LECTURE 17: NEURAL NETWORKS, DEEP NETWORKS, CONVOLUTIONAL NETS… • We start with SVM, which is a linear classifier • We introduce nonlinearity, which expands the space of allowed solutions • Next we introduce several layers • Different types of layers: convolutions, pooling… • Key numerical method is (stochastic, momentum…) gradient descent, so we need a gradient: backpropagation algorithm • Self learning: adversarial networks, autoencoders…

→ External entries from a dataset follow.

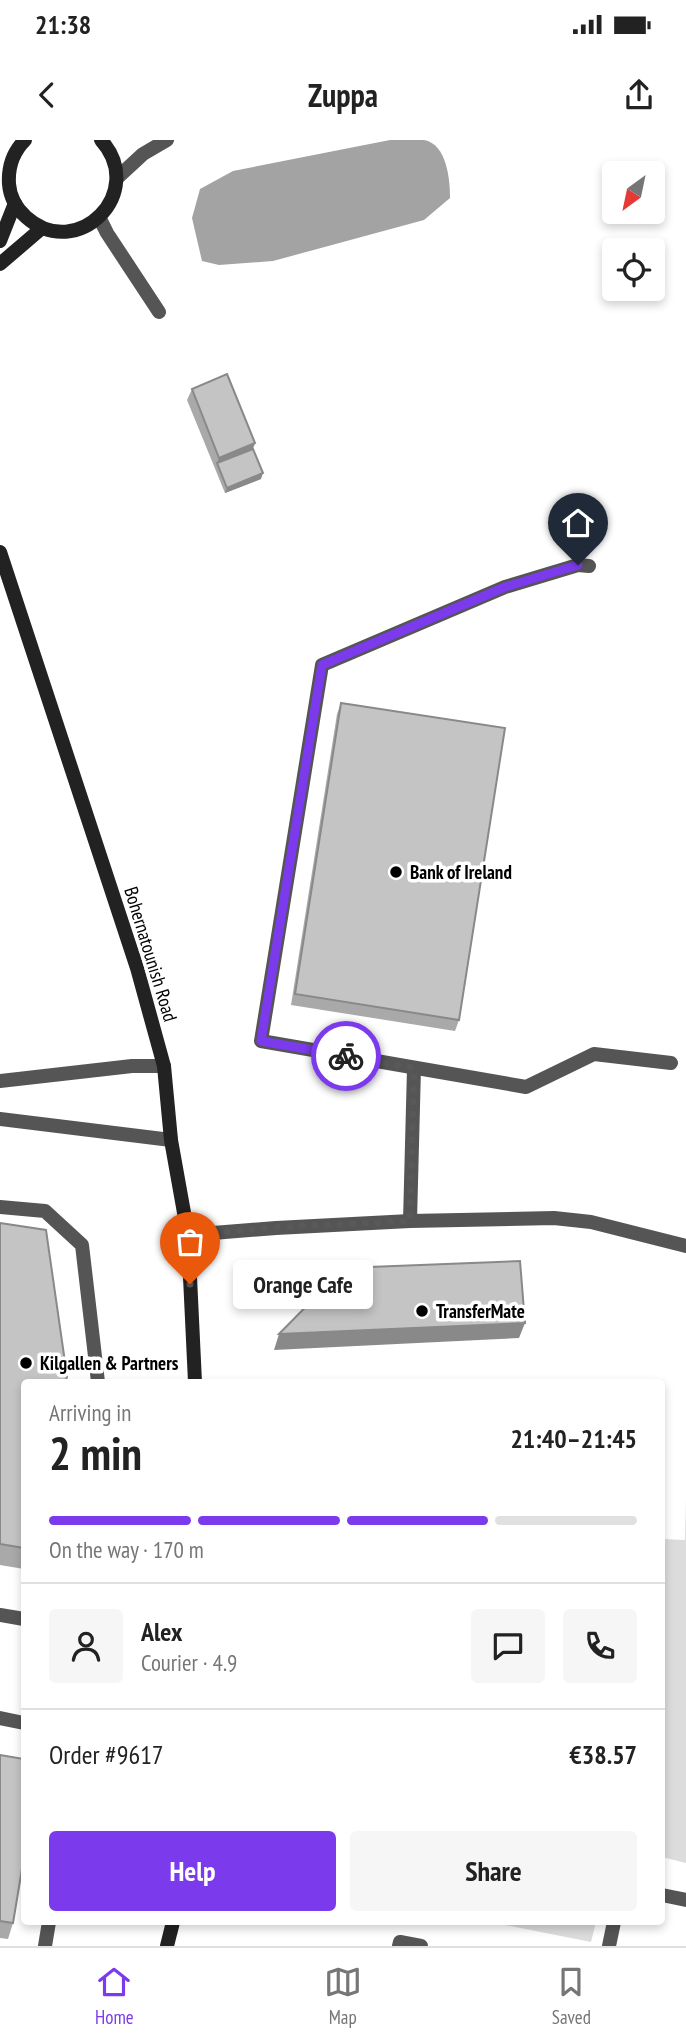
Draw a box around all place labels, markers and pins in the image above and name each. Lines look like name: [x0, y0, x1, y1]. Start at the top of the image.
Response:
pin: [548, 493, 608, 565]
place label: Bank of Ireland: [410, 860, 512, 884]
marker: Bank of Ireland: [388, 864, 404, 880]
pin: [160, 1212, 220, 1284]
callout: Orange Cafe: [232, 1260, 372, 1308]
place label: TransferMate: [436, 1299, 525, 1323]
marker: TransferMate: [414, 1303, 430, 1319]
place label: Kilgallen & Partners: [40, 1351, 179, 1375]
marker: Kilgallen & Partners: [18, 1355, 34, 1371]

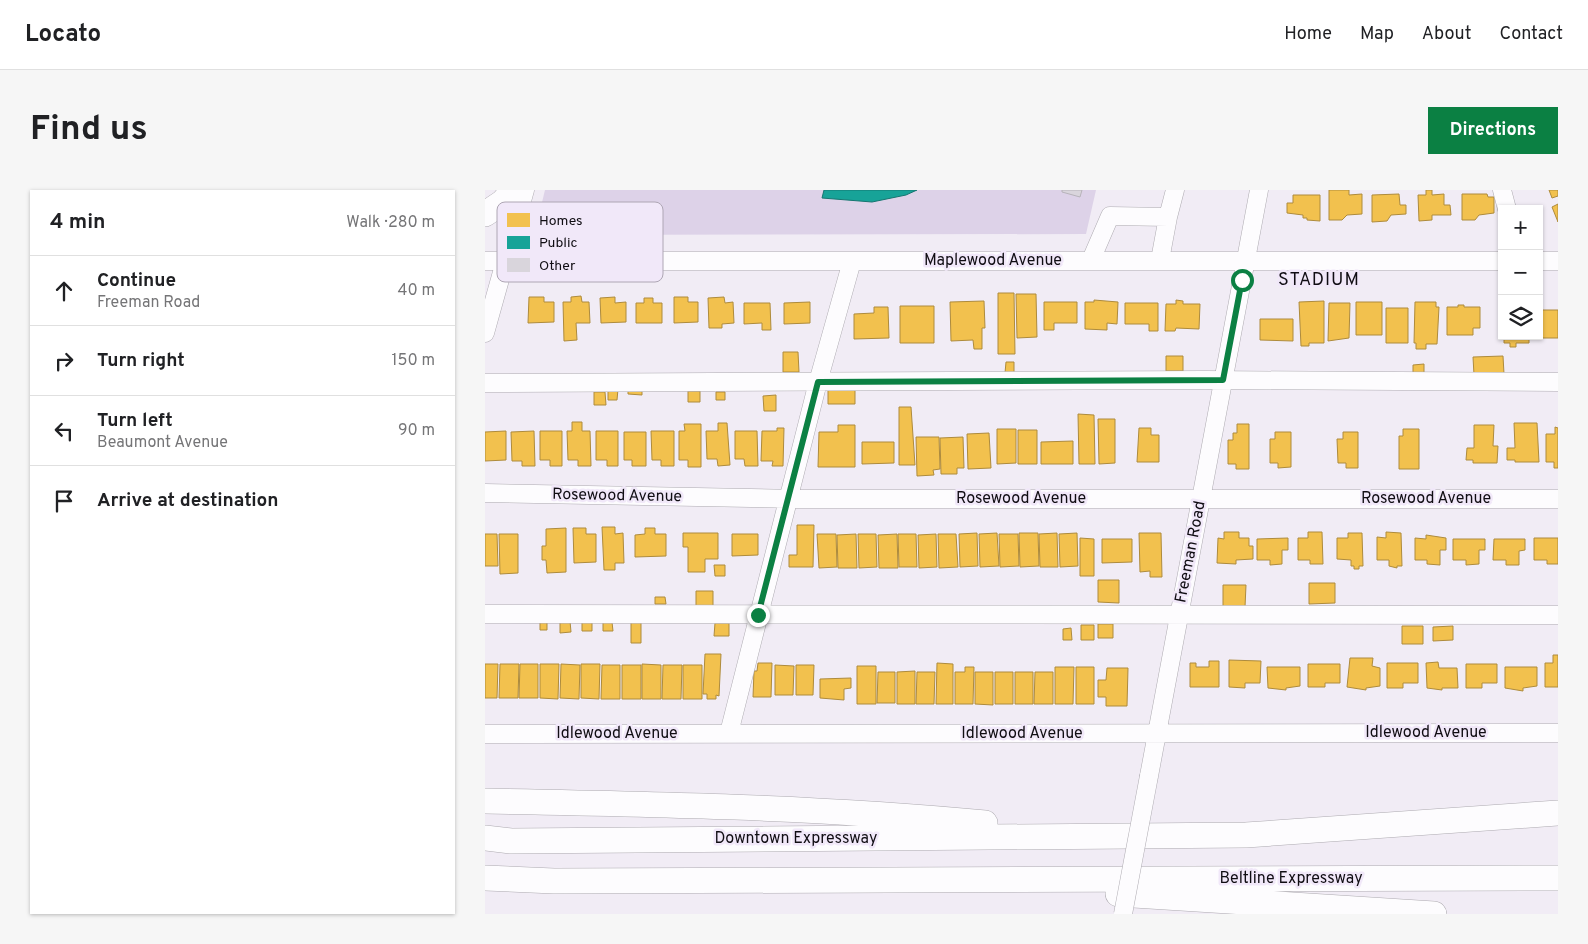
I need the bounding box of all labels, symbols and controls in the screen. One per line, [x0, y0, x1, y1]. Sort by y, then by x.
text: Locato [25, 20, 101, 50]
text: Home [1284, 23, 1332, 46]
text: Map [1360, 23, 1394, 46]
text: About [1422, 23, 1471, 46]
text: Contact [1499, 23, 1563, 46]
button: Directions [1428, 107, 1558, 154]
text: Find us [30, 108, 148, 152]
legend [497, 202, 663, 282]
map controls [1498, 205, 1543, 340]
button: + [1498, 205, 1543, 250]
text: 4 min [50, 209, 106, 236]
text: Walk · 280 m [346, 213, 435, 233]
text: Homes [539, 213, 583, 230]
text: Public [539, 235, 578, 252]
button: − [1498, 250, 1543, 295]
street label: Maplewood Avenue [924, 251, 1062, 271]
text: Other [539, 258, 576, 275]
text: Continue [97, 269, 176, 293]
route start [1231, 269, 1254, 292]
district label: STADIUM [1278, 269, 1360, 292]
icon: ahead [50, 277, 78, 305]
text: 40 m [397, 281, 435, 301]
text: Freeman Road [97, 293, 200, 313]
button: layers [1498, 295, 1543, 340]
icon: right [50, 347, 78, 375]
text: Turn right [97, 349, 185, 373]
text: 150 m [392, 351, 435, 371]
text: Turn left [97, 409, 173, 433]
icon: left [50, 417, 78, 445]
text: 90 m [398, 421, 435, 441]
text: Beaumont Avenue [97, 433, 228, 453]
street label: Rosewood Avenue [552, 485, 682, 507]
icon: arrive [50, 487, 78, 515]
text: Arrive at destination [97, 489, 278, 513]
street label: Rosewood Avenue [956, 489, 1086, 509]
street label: Rosewood Avenue [1361, 489, 1491, 509]
street label: Freeman Road [1171, 499, 1211, 605]
route end [747, 604, 770, 627]
street label: Idlewood Avenue [1365, 723, 1487, 743]
street label: Idlewood Avenue [556, 724, 678, 744]
street label: Idlewood Avenue [961, 724, 1083, 744]
street label: Downtown Expressway [715, 829, 877, 849]
street label: Beltline Expressway [1219, 869, 1363, 889]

FROM SVM to NN • SVM is a linear classifier (lecture 14): s=Wx, x is 3072 dim for CIFAR-10 and we classify 10 objects, so W=(10,3072) matrix, s is score in 10 dim • Neural networks: instead of going straight to SVM classification using max(0,s) we perform several intermediate steps of the form s=W2max(0,W1x) (2-layer network) s=W3max(0,W2max(0,W1x)) (3-layer network) • Here W1,W2,W3… all need to be trained • Alternative names: Artificial NN (ANN), multilayer perceptron (MLP)

Activation functions • Max(0,x) is a ReLU (rectified Linear Unit) non-linearity (activation function). Other options are sigmoid, tanh… sigmoid maps from 0 to 1, hence called activation • ReLU is argued to accelerate convergence of stochastic gradient (Krizhevsky etal 2012)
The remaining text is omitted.